── Data for review ──

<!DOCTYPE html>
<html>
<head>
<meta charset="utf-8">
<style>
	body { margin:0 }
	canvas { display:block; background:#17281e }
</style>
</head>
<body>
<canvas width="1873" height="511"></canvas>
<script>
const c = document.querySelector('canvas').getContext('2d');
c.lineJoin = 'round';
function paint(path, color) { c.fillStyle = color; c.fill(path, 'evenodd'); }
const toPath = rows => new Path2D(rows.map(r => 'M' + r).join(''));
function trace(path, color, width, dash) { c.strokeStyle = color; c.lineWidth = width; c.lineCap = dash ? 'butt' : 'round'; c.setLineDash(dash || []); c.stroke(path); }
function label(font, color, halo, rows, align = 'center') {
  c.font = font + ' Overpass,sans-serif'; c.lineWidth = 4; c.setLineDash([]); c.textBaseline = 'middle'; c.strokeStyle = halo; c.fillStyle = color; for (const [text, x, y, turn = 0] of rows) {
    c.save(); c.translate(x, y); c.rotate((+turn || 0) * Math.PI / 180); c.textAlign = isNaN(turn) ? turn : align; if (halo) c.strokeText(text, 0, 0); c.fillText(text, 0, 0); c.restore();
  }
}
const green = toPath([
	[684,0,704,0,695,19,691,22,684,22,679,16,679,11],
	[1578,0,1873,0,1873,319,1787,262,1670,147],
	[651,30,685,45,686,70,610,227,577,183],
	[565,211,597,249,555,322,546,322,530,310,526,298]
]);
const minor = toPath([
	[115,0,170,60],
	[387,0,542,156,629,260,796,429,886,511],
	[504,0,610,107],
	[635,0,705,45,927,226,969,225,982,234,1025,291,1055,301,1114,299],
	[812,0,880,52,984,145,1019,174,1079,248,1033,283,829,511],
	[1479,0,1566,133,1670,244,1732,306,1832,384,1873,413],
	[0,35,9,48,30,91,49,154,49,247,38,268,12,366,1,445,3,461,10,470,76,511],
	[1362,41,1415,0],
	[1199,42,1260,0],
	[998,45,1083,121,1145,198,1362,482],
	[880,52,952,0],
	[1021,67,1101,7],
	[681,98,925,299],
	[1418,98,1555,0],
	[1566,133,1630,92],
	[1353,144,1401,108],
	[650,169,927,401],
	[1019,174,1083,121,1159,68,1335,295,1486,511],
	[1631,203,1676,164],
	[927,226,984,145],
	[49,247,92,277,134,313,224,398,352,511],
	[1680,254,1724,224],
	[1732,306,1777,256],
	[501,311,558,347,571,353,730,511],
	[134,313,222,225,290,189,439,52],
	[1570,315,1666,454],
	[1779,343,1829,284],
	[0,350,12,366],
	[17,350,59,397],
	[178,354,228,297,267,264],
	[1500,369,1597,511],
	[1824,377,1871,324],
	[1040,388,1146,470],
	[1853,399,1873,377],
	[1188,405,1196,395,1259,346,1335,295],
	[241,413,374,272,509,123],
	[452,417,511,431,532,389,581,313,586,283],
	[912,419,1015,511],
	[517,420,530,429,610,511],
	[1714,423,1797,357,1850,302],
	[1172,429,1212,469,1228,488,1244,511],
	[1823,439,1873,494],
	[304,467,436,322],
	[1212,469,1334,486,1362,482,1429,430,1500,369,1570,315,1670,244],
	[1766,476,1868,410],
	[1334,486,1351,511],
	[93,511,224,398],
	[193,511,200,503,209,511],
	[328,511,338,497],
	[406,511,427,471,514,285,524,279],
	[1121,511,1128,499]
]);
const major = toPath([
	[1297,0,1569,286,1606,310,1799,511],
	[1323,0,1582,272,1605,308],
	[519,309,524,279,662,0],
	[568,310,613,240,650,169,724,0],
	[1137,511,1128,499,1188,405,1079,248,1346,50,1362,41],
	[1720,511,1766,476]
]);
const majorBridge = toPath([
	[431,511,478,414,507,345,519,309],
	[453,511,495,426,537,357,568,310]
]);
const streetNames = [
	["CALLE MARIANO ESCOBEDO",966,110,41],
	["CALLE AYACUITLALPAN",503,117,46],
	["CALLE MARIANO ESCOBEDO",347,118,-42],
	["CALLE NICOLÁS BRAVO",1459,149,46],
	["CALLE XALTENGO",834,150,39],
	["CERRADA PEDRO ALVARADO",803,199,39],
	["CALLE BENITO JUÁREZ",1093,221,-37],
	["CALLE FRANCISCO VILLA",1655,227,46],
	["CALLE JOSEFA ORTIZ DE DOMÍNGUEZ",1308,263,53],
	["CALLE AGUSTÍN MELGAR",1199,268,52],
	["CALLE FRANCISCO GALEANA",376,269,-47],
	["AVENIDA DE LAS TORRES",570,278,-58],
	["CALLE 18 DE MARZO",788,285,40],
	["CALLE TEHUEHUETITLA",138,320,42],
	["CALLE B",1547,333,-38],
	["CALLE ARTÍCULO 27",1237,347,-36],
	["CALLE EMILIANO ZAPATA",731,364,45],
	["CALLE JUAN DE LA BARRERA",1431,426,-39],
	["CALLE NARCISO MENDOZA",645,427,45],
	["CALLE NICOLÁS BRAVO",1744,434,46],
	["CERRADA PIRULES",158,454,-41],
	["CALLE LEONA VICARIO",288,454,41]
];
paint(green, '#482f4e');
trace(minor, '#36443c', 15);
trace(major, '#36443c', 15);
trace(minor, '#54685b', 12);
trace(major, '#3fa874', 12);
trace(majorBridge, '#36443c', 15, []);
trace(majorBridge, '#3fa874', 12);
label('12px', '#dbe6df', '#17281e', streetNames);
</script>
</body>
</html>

───

The task: One inclusive range is required: first line of the data through the line containing "function label(font, color, halo, rows, align". Set it down exactly and output nothing else.

Your response:
<!DOCTYPE html>
<html>
<head>
<meta charset="utf-8">
<style>
	body { margin:0 }
	canvas { display:block; background:#17281e }
</style>
</head>
<body>
<canvas width="1873" height="511"></canvas>
<script>
const c = document.querySelector('canvas').getContext('2d');
c.lineJoin = 'round';
function paint(path, color) { c.fillStyle = color; c.fill(path, 'evenodd'); }
const toPath = rows => new Path2D(rows.map(r => 'M' + r).join(''));
function trace(path, color, width, dash) { c.strokeStyle = color; c.lineWidth = width; c.lineCap = dash ? 'butt' : 'round'; c.setLineDash(dash || []); c.stroke(path); }
function label(font, color, halo, rows, align = 'center') {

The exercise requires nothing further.